Project Summary This application is for a Single-Site Investigator-Initiated Clinical Trial (R61/R33) entitled “Effects of Interleukin-1 blockade on exercise capacity in patients with recently decompensated systolic heart failure” submitted by Antonio Abbate MD, PhD and Benjamin Van Tassell, PharmD. Heart failure (HF) is a complex clinical syndrome characterized by fatigue and labored breathing upon exertion. Although current treatment options have extended life expectancy, prognosis for HF remains poor and HF is the leading cause of admission among elderly patients in the US. There is an urgent need to develop novel treatments to alleviate symptoms, slow disease progression, and reduce HF hospitalization. A significant correlation exists between declining cardiac function and increasing levels of inflammatory cytokines in HF patients. Among these cytokines, Interleukin-1 (IL-1) is a key mediator of systemic inflammation that becomes elevated in HF patients and may contribute to poor cardiac function. In animal models of HF, IL-1 is sufficient to cause significant depression of cardiac function, impaired cardiac reserve, and worsened cardiac remodeling.
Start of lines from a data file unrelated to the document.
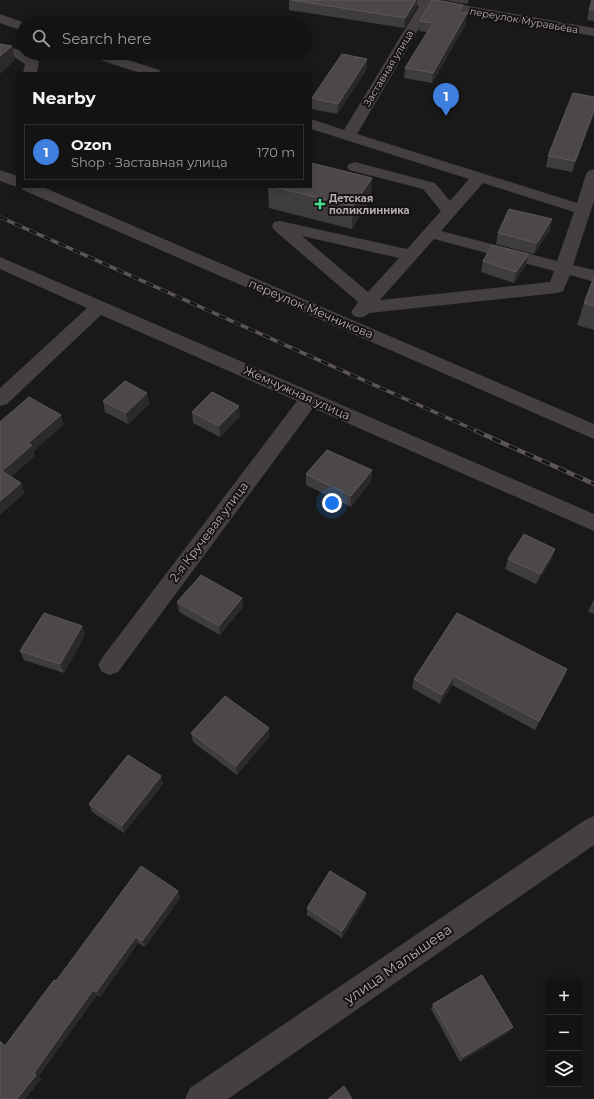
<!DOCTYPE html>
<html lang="en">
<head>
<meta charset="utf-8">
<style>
  body { margin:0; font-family:Montserrat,sans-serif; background:#212021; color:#f1f3f6 }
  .controls { position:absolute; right:12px; bottom:12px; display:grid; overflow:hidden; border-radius:0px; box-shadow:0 2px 6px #0003 }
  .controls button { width:36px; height:36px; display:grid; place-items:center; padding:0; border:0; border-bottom:1px solid #333233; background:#141313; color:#f1f3f6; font:20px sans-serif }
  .you { position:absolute; left:332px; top:503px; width:14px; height:14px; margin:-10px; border:3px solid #fff; border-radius:50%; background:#1a73e8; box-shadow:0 0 0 6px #1a73e833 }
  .badge { display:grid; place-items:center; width:26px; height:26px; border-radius:50%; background:#ea580c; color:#fff; font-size:13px; font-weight:700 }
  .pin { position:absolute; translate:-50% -33px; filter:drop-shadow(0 1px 2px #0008) }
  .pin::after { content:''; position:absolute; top:21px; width:14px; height:12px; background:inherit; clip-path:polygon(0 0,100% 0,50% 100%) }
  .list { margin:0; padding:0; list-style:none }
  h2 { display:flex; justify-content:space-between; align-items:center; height:52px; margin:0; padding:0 16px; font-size:17px }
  h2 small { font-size:13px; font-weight:400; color:#9d9ea0 }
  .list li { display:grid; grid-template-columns:26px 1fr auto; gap:12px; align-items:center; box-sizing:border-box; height:56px; margin:0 8px 8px; padding:0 8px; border:1px solid #333233; border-radius:0px }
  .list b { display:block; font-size:15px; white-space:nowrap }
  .list p { margin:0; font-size:13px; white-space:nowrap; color:#9d9ea0 }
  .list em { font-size:13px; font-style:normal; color:#9d9ea0 }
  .icon { flex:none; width:22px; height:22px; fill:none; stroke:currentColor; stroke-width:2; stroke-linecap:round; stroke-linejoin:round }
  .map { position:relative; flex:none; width:594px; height:1099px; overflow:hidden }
  .search { position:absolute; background:#141313; box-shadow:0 2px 6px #0003; left:16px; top:16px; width:296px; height:44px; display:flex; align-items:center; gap:10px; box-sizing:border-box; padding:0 14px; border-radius:22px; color:#9d9ea0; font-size:15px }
  .panel { position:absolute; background:#141313; box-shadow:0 2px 6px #0003; left:16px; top:72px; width:296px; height:116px; border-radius:0px }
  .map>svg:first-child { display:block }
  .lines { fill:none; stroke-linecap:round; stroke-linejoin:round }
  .minor { fill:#443f41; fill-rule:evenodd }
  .rail-far1-casing { stroke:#5c5558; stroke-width:3.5 }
  .rail-casing { stroke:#5c5558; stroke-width:4.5 }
  .rail-far1 { stroke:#151314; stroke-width:2.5; stroke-dasharray:8; stroke-linecap:butt }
  .rail { stroke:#151314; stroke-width:3; stroke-dasharray:9; stroke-linecap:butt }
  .wall { fill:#3f3c3d }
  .shaded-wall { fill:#2b2929 }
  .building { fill:#4c484a; stroke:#5d585a }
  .poi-dot { fill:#49e290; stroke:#151314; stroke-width:1.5 }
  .labels { text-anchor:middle; stroke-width:4; stroke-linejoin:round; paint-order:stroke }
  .far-street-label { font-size:10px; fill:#b9acb3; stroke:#151314 }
  .far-poi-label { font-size:10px; font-weight:bold; fill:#b9acb3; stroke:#151314; text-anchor:start }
  .street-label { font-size:12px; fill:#b9acb3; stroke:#151314 }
  .near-street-label { font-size:14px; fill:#b9acb3; stroke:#151314 }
</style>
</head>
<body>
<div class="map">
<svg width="594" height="1099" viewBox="0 0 594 1099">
  <rect width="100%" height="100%" fill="#1a1919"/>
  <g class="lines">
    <path class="minor" d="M 401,0 L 435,0 L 594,28 L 594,36 L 431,8 L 357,134 L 577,203 L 586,174 L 588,171 L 594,169 L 594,201 L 573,265 L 594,270 L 594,282 L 570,275 L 563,291 L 557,293 L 369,313 C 364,318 360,318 354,316 L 351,312 L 358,302 L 274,230 L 272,226 L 274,222 L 280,221 L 407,249 L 441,211 L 423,189 L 349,170 L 347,167 L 349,164 L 355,162 L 435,183 L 450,201 L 469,179 L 311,129 L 311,119 L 344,130 L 419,6 L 402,3 ZM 483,183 L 574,212 L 557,261 L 441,231 ZM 302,236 L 399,258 L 368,292 ZM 434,239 L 554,271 L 550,282 L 380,300 Z
      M 0,14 L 25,23 L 23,23 L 23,31 L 0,23 Z
      M 0,45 L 23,51 L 23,53 C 29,53 36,57 39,62 L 37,73 L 23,73 L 25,64 L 11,55 L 0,53 Z
      M 86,53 L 107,53 L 159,70 L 161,73 L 140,73 L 88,56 Z
      M 0,170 L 17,176 L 17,187 L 0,181 Z
      M 21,187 L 43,187 L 594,424 L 594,439 L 23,190 Z
      M 0,257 L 594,514 L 594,531 L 313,408 L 118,672 L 110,675 L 102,672 L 98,665 L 102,658 L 297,401 L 101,315 L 7,404 L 0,406 L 0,388 L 87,308 L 0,269 Z
      M 594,816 L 594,845 L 228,1099 L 185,1099 L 190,1088 L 585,820 Z"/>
    <defs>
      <path id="rail-far1" d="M 0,217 L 479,432"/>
      <path id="rail" d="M 476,431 L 594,484"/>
    </defs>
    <use href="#rail-far1" class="rail-far1-casing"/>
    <use href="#rail" class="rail-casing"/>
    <use href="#rail-far1" class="rail-far1"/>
    <use href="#rail" class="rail"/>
  </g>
  <path class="wall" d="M 289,0 L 417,0 L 417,7 L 404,28 L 289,10 Z
    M 444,0 L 469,0 L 467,4 Z
    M 594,0 L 594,21 L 587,20 L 589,10 Z
    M 462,12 L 466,24 L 432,83 L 404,78 L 405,68 L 427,32 L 419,31 L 420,21 Z
    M 367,69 L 337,114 L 312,109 L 312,98 Z
    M 594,97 L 594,114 L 572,172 L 546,167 L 548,156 Z
    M 372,178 L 370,200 L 352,229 L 269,208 L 268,187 L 311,187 Z
    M 550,230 L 534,254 L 496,244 L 498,233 Z
    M 529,254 L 526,265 L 514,283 L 481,272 L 483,261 Z
    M 594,277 L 594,330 L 577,325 L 584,303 Z
    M 147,393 L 149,404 L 128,424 L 105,412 L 103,401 Z
    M 192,412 L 240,416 L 220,437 L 193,423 Z
    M 372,470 L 371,481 L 351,507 L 306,485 L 306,474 Z
    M 555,549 L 552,559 L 536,584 L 505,569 L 508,559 Z
    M 242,598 L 243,607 L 220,635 L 179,612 L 177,602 Z
    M 594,599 L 594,614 L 588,612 Z
    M 457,613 L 567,669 L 563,679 L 535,730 L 452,685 L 440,704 L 412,688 L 414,679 Z
    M 82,626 L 85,635 L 64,673 L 24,660 L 20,651 Z
    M 191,733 L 270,736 L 237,775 L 193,742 Z
    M 161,776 L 163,784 L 124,833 L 92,812 L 89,804 Z
    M 178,891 L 180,898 L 145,947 L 138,943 L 100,997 L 97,995 L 38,1077 L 41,1079 L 25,1099 L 0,1099 L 5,1045 L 56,981 Z
    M 365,900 L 342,938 L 307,915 L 307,908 Z
    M 433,1004 L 513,1027 L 509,1032 L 460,1062 L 431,1009 Z"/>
  <path class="shaded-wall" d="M 416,0 L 417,0 L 417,7 L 404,28 L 405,18 Z
    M 463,5 L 462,15 L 460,12 Z
    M 467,13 L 466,24 L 432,83 L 433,73 Z
    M 12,46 L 15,60 L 0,74 L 0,56 Z
    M 367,59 L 367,69 L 337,114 L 338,104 Z
    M 594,110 L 594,114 L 572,172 L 575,161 Z
    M 372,178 L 370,200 L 352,229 L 353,206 Z
    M 552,219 L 550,230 L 534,254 L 537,243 Z
    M 529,254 L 526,265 L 514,283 L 516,272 Z
    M 147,393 L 149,404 L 128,424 L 126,413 Z
    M 239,406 L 240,416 L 220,437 L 219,426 Z
    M 61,415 L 64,425 L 34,451 L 35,456 L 5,482 L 2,471 L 28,443 Z
    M 372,470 L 371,481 L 351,507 L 351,496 Z
    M 21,483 L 25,493 L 0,515 L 0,501 Z
    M 555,549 L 552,559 L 536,584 L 540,574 Z
    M 242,598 L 243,607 L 220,635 L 219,626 Z
    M 82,626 L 85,635 L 64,673 L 60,664 Z
    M 567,669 L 563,679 L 535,730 L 539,721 Z
    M 454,676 L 452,685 L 440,704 L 442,695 Z
    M 269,728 L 270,736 L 237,775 L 236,766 Z
    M 161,776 L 163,784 L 124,833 L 122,826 Z
    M 178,891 L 180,898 L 145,947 L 142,941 Z
    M 366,893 L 365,900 L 342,938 L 342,931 Z
    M 136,937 L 138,943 L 100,997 L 96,992 Z
    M 93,990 L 97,995 L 38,1077 L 34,1073 Z
    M 513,1027 L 509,1032 L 460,1062 L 463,1057 Z
    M 36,1075 L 41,1079 L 25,1099 L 17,1099 Z"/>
  <path class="building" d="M 292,0 L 416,0 L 405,18 Z
    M 432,0 L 436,0 L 463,5 L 460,12 L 467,13 L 433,73 L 405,68 L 433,23 L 420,21 Z
    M 592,0 L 594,0 L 594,10 L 589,10 Z
    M 0,44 L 12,46 L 0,56 Z
    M 342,54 L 367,59 L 338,104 L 312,98 Z
    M 573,93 L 594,97 L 594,110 L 575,161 L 548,156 Z
    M 311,163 L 372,178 L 353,206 L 274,187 L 311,187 Z
    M 509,209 L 552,219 L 537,243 L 498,233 Z
    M 492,245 L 529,254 L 516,272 L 483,261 Z
    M 594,277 L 594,306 L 584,303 Z
    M 125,381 L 147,393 L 126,413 L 103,401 Z
    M 212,392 L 239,406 L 219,426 L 192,412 Z
    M 29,397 L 61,415 L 28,443 L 32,445 L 2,471 L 21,483 L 0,501 L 0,422 Z
    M 327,450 L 372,470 L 351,496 L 306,474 Z
    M 524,534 L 555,549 L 540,574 L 508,559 Z
    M 201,575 L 242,598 L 219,626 L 177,602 Z
    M 44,613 L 82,626 L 60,664 L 20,651 Z
    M 457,613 L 567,669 L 539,721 L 454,676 L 442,695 L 414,679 Z
    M 225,696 L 269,728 L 236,766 L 191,733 Z
    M 128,755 L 161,776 L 122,826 L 89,804 Z
    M 141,866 L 178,891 L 142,941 L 136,937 L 96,992 L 93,990 L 34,1073 L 36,1075 L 17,1099 L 0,1099 L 0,1041 L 5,1046 L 54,980 L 56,981 Z
    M 330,871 L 366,893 L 342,931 L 307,908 Z
    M 482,975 L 513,1027 L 463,1057 L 433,1004 Z
    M 344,1086 L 352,1099 L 328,1099 Z"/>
  <path class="poi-dot" d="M318 198h4v4h4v4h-4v4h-4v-4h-4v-4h4z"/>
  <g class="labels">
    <g class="far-street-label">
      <text transform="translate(524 20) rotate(10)" y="4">переулок Муравьёва</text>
      <text transform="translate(388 68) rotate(-59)" y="4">Заставная улица</text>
    </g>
    <g class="far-poi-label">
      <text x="329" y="202">Детская<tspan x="329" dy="12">поликлинника</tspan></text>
    </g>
    <g class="street-label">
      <text transform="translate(311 309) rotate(23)" y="4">переулок Мечникова</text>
      <text transform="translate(297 393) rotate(24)" y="4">Жемчужная улица</text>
      <text transform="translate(209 532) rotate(-53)" y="4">2-я Кручевая улица</text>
    </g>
    <g class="near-street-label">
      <text transform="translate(398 964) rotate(-35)" y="5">улица Малышева</text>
    </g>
  </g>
</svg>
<div class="controls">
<button>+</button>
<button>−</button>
<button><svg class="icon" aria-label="layers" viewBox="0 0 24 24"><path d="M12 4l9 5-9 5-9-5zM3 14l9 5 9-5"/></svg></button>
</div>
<div class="you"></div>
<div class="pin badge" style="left:446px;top:116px;background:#3f7fe0">1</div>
<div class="search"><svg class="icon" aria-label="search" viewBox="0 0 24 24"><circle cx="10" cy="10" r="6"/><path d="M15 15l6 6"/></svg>Search here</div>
<section class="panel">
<h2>Nearby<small></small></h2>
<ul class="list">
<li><span class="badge" style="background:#3f7fe0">1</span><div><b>Ozon</b><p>Shop · Заставная улица</p></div><em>170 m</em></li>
</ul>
</section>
</div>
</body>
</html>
In a recent pilot study, 12 weeks treatment with recombinant human IL-1 receptor antagonist (IL-1Ra, anakinra) produced a significant improvement in aerobic exercise performance as measured by peak oxygen consumption (VO2). This proposal will support a randomized, double-blind, phase II clinical trial (n=102) to confirm the effect of IL-1 blockade to improve exercise capacity in HF patients and estimate the potential benefit of IL-1 blockade on HF readmission in patients with recently decompensated heart failure (HF). Eligible patients will be randomized to 24 weeks treatment with anakinra (n=68) or placebo (n=34). Results from this study will be used to optimize the treatment strategy and design a subsequent phase III clinical trial to evaluate long-term morbidity and mortality with IL-1 blockade in HF patients.
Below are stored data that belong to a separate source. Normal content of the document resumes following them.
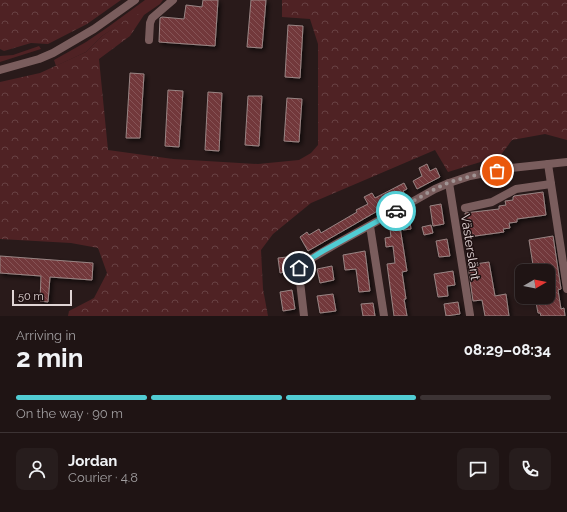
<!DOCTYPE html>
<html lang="en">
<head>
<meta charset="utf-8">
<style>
  body { margin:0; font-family:Raleway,sans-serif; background:#271d1d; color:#f1f3f6; height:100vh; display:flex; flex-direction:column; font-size:15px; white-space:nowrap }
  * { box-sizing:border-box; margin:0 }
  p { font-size:13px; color:#a19ea0 }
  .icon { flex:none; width:22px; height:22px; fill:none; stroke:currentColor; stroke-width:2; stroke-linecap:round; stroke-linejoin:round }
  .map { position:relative; height:316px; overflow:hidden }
  .panel { display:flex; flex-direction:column; background:#1f1414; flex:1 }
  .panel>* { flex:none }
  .needle { width:26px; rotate:81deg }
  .tools { position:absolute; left:515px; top:264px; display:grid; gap:8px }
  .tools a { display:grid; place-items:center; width:40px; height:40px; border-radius:8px; background:#1f1414; box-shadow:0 2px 10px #0003,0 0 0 1px #3c3334; font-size:20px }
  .scale { position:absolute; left:12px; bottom:10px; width:60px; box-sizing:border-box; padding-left:4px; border:2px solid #e0d4d4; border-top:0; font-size:11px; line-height:14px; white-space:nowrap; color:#e0d4d4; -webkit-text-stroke:3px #1f1011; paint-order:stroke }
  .pin { position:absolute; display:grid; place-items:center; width:34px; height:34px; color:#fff; margin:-17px; border:2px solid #fff; border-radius:50%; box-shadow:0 1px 4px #0007 }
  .courier { position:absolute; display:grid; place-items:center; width:40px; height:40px; margin:-20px; border:3px solid #51ccd3; border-radius:50%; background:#fff; color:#222; box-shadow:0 1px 5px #0007 }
  .summary em { font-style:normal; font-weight:700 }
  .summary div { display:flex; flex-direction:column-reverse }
  .summary { display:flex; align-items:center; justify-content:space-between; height:68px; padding:0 16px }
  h1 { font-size:26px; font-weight:700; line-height:30px }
  .bar { display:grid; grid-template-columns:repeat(4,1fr); gap:6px 4px; align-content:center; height:48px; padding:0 16px }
  .bar i { height:5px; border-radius:3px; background:#3c3334 }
  .bar .on { background:#51ccd3 }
  .bar p { grid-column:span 4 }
  .line { display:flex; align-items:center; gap:10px; padding:0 16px; border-top:1px solid #3c3334 }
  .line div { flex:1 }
  .round { display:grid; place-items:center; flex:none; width:42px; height:42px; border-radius:8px; background:#271d1d }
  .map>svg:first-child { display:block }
  .grass { fill:#4f2224 }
  .forest { fill:url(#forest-crowns) }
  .building { fill:url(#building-back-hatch); stroke:#998584; filter:url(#shadow) }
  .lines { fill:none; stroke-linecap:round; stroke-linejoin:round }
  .minor { stroke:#7a5d5d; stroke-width:8 }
  .done { stroke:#a09393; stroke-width:4; stroke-dasharray:0 7.2 }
  .route { stroke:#51ccd3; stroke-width:5 }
  .labels { text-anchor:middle; stroke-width:3; stroke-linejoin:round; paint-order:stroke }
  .street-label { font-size:13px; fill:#e0d4d4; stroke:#1f1011 }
</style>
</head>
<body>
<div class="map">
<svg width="567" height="316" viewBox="0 0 567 316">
  <defs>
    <pattern id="forest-crowns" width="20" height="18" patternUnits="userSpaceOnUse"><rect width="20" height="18" fill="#4f2224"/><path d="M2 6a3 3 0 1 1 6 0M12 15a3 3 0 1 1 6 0" fill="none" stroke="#684143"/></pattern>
    <pattern id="building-back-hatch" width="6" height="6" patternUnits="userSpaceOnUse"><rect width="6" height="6" fill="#72373a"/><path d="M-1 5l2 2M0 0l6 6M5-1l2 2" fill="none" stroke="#865356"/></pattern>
    <filter id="shadow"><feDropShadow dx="2.5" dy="2.5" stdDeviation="2" flood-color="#0009"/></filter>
  </defs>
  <rect width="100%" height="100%" fill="#291a1a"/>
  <!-- grass -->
  <g class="grass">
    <polygon points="145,0 163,0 160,4 144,15 134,15 102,36 86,52 56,66 54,60 86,42 108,27"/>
    <polygon points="39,46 41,49 0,62 0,56 13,55"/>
  </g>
  <!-- forest -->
  <g class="forest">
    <polygon points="0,0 121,0 87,24 48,44 31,43 4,51 0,49"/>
    <polygon points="282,0 567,0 567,140 545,134 512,140 500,156 448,172 435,150 311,203 273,234 261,250 263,289 268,316 68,316 69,311 94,298 107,273 98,248 71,243 0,239 0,82 40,73 86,52 102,36 134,14 144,15 130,36 99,59 108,150 173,159 258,164 299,160 311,153 318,145 318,44 310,19 282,17"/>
  </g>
  <!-- building -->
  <g class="building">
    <polygon points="203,0 218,0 215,46 159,42 160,18 162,17 184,19 186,5 202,7"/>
    <polygon points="251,0 266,0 262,48 247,47"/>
    <polygon points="288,25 303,26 300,78 285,77"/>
    <polygon points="130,73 144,74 140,138 126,138"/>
    <polygon points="168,90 183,91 179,147 165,146"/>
    <polygon points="208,92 222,93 219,151 205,150"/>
    <polygon points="248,96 262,96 259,146 245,145"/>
    <polygon points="287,98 302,99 299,142 284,141"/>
    <polygon points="427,164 430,171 436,168 440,177 417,189 413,181 422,176 419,168"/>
    <polygon points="404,183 407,189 403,191 405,195 380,208 381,209 308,251 300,237 307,232 309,235 319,229 321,233 357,212 356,210 368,204 364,197 372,193 375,198"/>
    <polygon points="543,192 546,215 517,219 517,222 509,223 510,228 503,229 504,232 468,237 465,213 499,209 499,206 506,205 505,201 513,200 513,197 514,196"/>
    <polygon points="441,204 444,224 433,226 430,206"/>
    <polygon points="402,222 410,222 411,229 403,230"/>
    <polygon points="431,225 433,233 424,235 422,227"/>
    <polygon points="400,227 407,271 402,272 406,299 404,299 407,316 394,316 387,264 395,263 393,246 386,247 385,238 391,237 390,229"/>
    <polygon points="553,236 561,289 558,290 561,309 564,308 565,316 541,316 540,313 538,313 535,297 548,297 548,271 534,271 529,240"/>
    <polygon points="447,239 450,256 439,257 436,241"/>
    <polygon points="365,251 370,291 359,292 356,269 345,270 343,255"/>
    <polygon points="0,256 93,263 92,280 50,277 48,302 40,301 41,276 0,273"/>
    <polygon points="287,257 290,271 280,273 278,258"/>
    <polygon points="489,262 495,296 506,294 509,316 485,316 482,300 473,301 468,265"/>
    <polygon points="332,266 334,280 320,283 317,269"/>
    <polygon points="453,271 455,285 447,286 448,296 438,297 434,274"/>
    <polygon points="292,290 295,309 283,311 280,292"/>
    <polygon points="333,294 336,311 320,313 317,296"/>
    <polygon points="458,302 460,314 446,316 444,304"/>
    <polygon points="373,303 375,316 363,316 361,304"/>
  </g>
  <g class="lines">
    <!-- minor -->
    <g class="minor">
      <polyline points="149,40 150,23 152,18 173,0"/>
      <polyline points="0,70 39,59 53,53 94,29 135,0"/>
      <polyline points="548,164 567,289"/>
      <polyline points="449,183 470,315"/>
      <polyline points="465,208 492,202 516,189 551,184"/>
      <polyline points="370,226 384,316"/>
      <polyline points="304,316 299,273 299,268 302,264 336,244 403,207 435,189 449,183 470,176 511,168 567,162"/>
    </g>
  </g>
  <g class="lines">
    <!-- done -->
    <path class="done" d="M396,211c17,-9 34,-21 52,-28 16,-6 33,-9 49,-12"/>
    <!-- route -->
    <polyline class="route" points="299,268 302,264 323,251 396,211"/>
  </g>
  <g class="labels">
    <!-- street labels -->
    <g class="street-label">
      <text transform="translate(471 247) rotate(81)" y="5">Västerslänt</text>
    </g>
  </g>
</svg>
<div class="tools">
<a><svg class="needle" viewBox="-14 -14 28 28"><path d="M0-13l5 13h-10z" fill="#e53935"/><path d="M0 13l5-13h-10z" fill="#a19ea0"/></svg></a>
</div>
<div class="scale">50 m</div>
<div class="pin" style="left:497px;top:171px;background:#ea580c"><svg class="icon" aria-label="bag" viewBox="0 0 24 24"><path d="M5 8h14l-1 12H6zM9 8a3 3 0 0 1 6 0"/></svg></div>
<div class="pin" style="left:299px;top:268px;background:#1f2937"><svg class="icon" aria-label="home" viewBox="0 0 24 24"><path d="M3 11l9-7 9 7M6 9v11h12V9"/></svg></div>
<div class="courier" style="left:396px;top:211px"><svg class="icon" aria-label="car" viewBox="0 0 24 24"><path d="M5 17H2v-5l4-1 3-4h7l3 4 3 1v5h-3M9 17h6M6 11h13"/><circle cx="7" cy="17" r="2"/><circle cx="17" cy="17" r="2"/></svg></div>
</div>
<section class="panel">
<div class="summary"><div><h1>2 min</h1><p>Arriving in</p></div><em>08:29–08:34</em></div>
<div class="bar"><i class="on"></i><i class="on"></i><i class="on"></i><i></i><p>On the way · 90 m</p></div>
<div class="line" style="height:72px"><a class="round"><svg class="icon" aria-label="person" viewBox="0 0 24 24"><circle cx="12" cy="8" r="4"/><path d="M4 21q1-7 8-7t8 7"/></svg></a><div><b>Jordan</b><p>Courier · 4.8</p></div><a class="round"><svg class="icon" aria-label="chat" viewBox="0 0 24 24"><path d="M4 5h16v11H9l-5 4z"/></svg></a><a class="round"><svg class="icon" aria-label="phone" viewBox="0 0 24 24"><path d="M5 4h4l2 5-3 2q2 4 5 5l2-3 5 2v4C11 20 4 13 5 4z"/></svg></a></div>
</section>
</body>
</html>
项目概要 本申请适用于单中心研究者发起的临床试验 (R61/R33)，标题为“Effects of 白介素-1 阻断对近期失代偿性收缩性心力衰竭患者运动能力的影响” 由 Antonio Abbate 医学博士、博士和 Benjamin Van Tassell 药学博士提交。心力衰竭（HF）是一种复杂的疾病 以疲劳和劳累时呼吸困难为特征的临床综合征。虽然目前的治疗 选择延长了预期寿命，心力衰竭的预后仍然很差，心力衰竭是导致心力衰竭的主要原因 美国老年患者入院。迫切需要开发新的治疗方法来缓解 症状、减缓疾病进展并减少心力衰竭住院治疗。 心脏功能下降与炎症水平增加之间存在显着相关性 心力衰竭患者的细胞因子。在这些细胞因子中，白细胞介素-1 (IL-1) 是全身性细胞因子的关键介质。 心力衰竭患者的炎症加剧，可能导致心功能不良。在动物中 HF 模型中，IL-1 足以导致心功能显着下降、心脏储备受损、 以及心脏重塑恶化。在最近的一项试点研究中，重组人 IL-1 治疗 12 周 受体拮抗剂（IL-1Ra、阿那白滞素）显着改善有氧运动表现 通过峰值耗氧量 (VO2) 进行测量。 该提案将支持一项随机、双盲、II 期临床试验（n=102）以确认效果 IL-1 阻断改善心力衰竭患者运动能力的研究并评估 IL-1 阻断的潜在益处 近期失代偿性心力衰竭（HF）患者心力衰竭再入院的情况。符合条件的患者将 随机接受阿那白滞素 (n=68) 或安慰剂 (n=34) 24 周治疗。本研究的结果将用于 优化治疗策略并设计后续III期临床试验以评估长期效果 IL-1 阻断治疗心衰患者的发病率和死亡率。